◆ **Task objective**
Below are records; copy every line in them that holds the word "pixel".

Records below:

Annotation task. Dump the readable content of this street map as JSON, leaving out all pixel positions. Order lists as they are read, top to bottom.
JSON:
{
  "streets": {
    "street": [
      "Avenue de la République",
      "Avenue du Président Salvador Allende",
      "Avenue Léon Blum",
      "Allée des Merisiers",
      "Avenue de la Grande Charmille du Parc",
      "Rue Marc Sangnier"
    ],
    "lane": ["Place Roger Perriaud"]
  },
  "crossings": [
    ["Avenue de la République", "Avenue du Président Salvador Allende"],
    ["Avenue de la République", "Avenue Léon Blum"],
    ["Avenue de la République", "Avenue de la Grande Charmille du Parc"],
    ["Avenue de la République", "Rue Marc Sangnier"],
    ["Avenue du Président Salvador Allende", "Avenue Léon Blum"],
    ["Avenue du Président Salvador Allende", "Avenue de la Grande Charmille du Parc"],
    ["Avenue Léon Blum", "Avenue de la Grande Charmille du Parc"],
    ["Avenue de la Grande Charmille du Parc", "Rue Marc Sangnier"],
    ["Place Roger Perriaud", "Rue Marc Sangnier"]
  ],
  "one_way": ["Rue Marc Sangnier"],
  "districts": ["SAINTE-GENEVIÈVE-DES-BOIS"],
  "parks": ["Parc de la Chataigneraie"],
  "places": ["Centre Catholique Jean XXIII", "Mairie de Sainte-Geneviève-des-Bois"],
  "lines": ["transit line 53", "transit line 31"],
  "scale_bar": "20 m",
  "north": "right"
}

End of Records.
Records below:

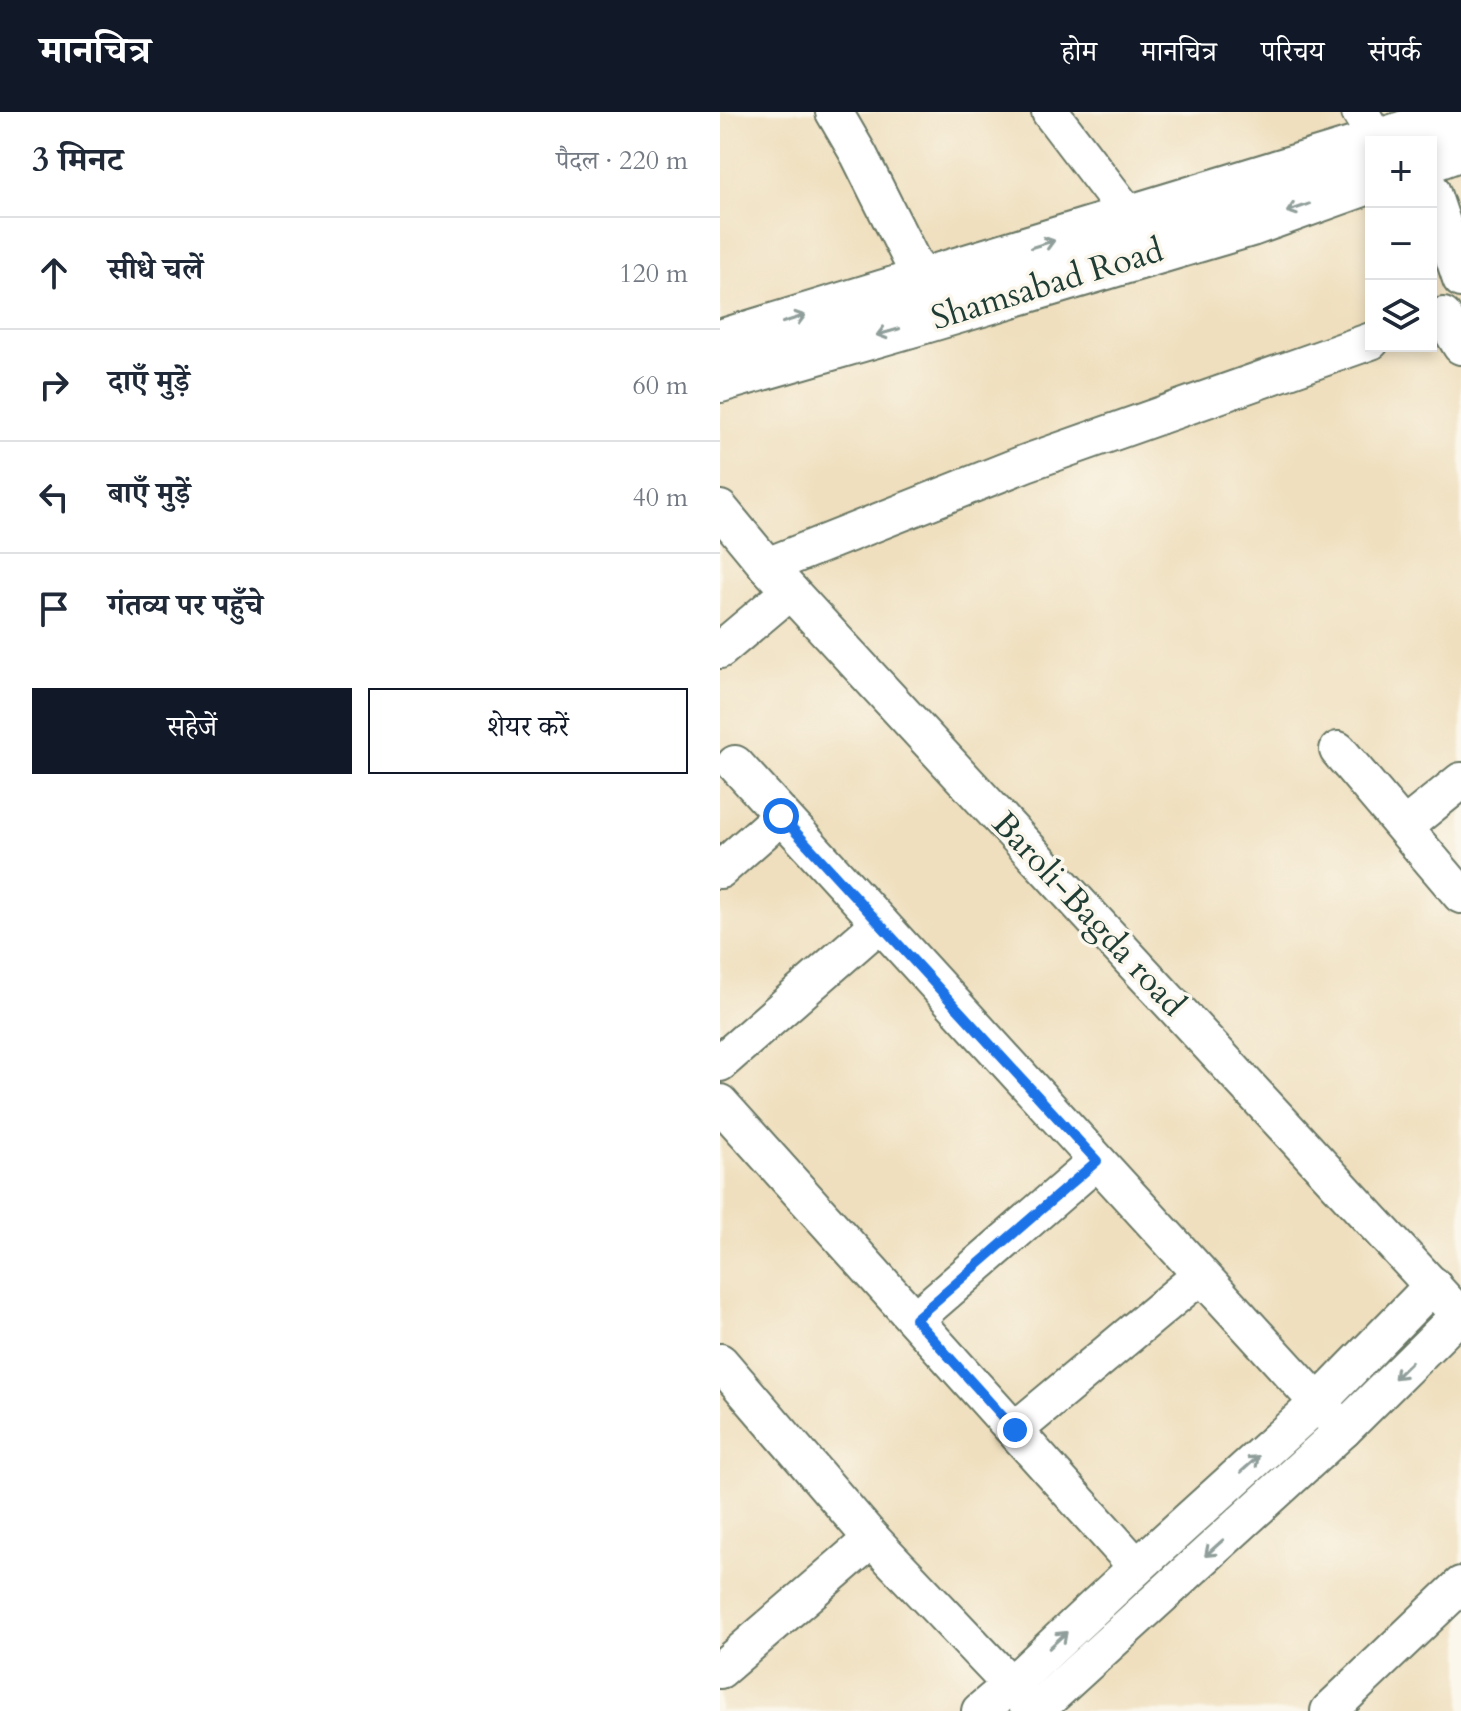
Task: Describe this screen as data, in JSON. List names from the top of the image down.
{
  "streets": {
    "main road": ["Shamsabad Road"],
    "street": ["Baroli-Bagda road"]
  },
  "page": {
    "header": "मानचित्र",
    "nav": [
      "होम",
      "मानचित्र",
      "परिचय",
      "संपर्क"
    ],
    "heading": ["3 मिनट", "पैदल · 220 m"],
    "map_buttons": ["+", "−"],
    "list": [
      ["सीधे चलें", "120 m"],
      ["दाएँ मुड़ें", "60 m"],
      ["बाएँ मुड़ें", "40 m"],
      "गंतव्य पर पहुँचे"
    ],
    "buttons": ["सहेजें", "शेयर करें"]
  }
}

End of Records.
Records below:

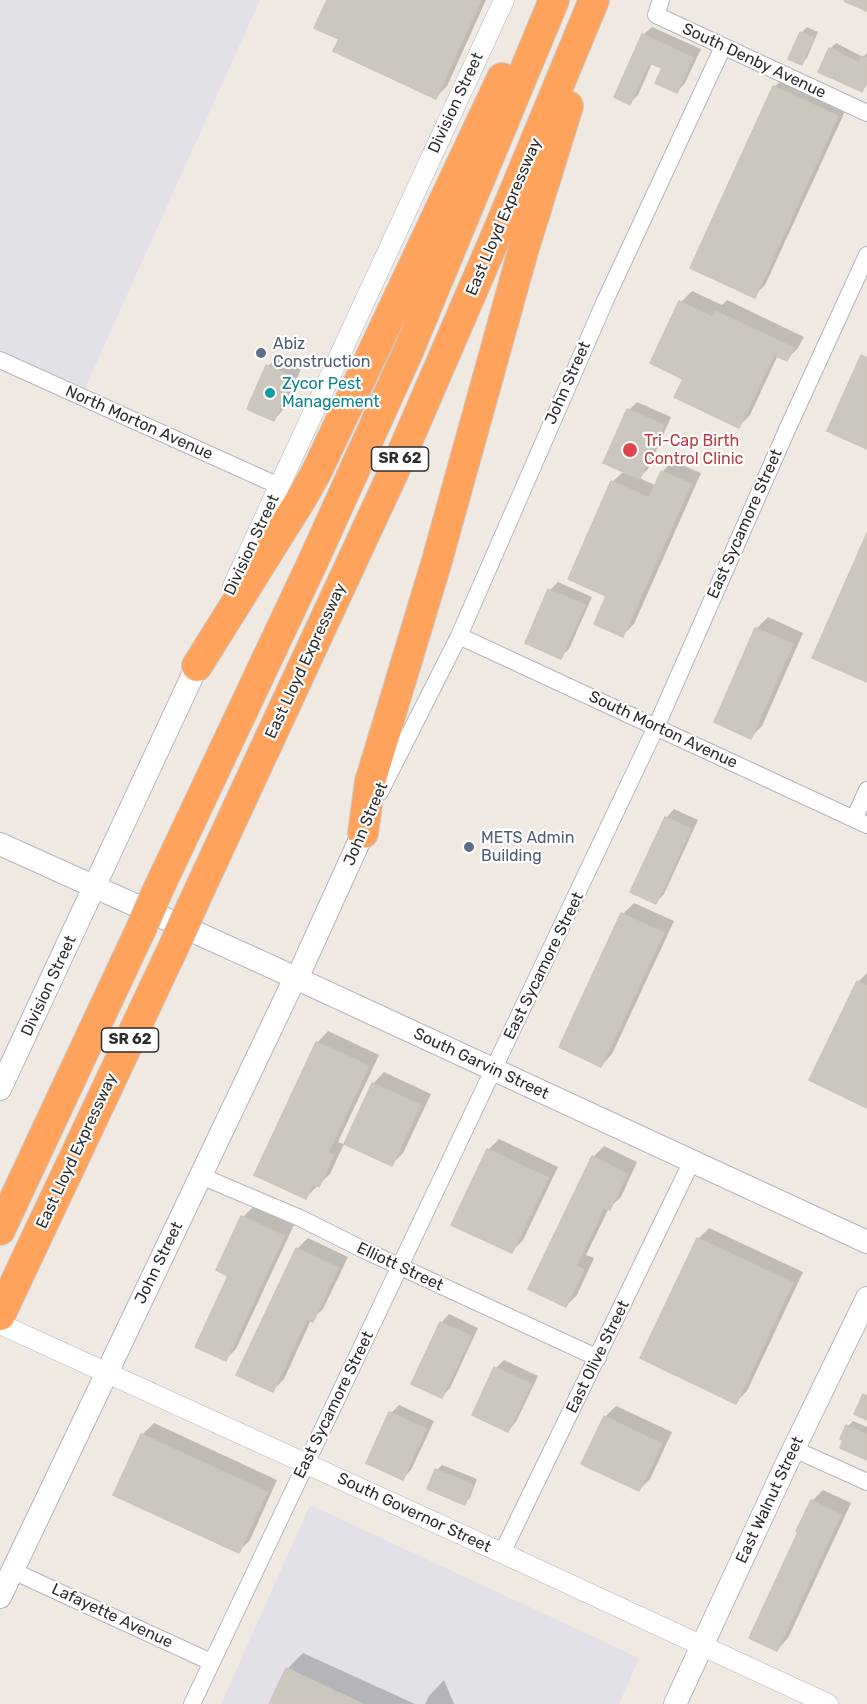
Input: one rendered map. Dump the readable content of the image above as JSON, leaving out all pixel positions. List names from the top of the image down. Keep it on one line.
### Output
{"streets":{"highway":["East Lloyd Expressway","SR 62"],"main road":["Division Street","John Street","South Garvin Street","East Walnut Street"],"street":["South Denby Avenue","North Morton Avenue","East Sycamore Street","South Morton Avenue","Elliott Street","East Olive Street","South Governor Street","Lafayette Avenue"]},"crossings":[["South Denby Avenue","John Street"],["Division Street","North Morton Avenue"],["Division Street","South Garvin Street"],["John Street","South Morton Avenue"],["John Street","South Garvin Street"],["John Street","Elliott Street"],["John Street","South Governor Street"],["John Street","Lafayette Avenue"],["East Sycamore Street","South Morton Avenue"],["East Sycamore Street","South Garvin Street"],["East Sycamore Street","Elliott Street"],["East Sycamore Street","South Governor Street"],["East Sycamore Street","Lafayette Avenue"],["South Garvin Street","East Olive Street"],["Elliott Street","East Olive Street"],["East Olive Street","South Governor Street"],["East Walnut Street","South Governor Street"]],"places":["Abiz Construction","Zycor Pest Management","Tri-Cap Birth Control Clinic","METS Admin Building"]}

End of Records.

◆ **Exercise response**
Annotation task. Dump the readable content of this street map as JSON, leaving out all pixel positions. Order lists as they are read, top to bottom.
Input: one rendered map. Dump the readable content of the image above as JSON, leaving out all pixel positions. List names from the top of the image down. Keep it on one line.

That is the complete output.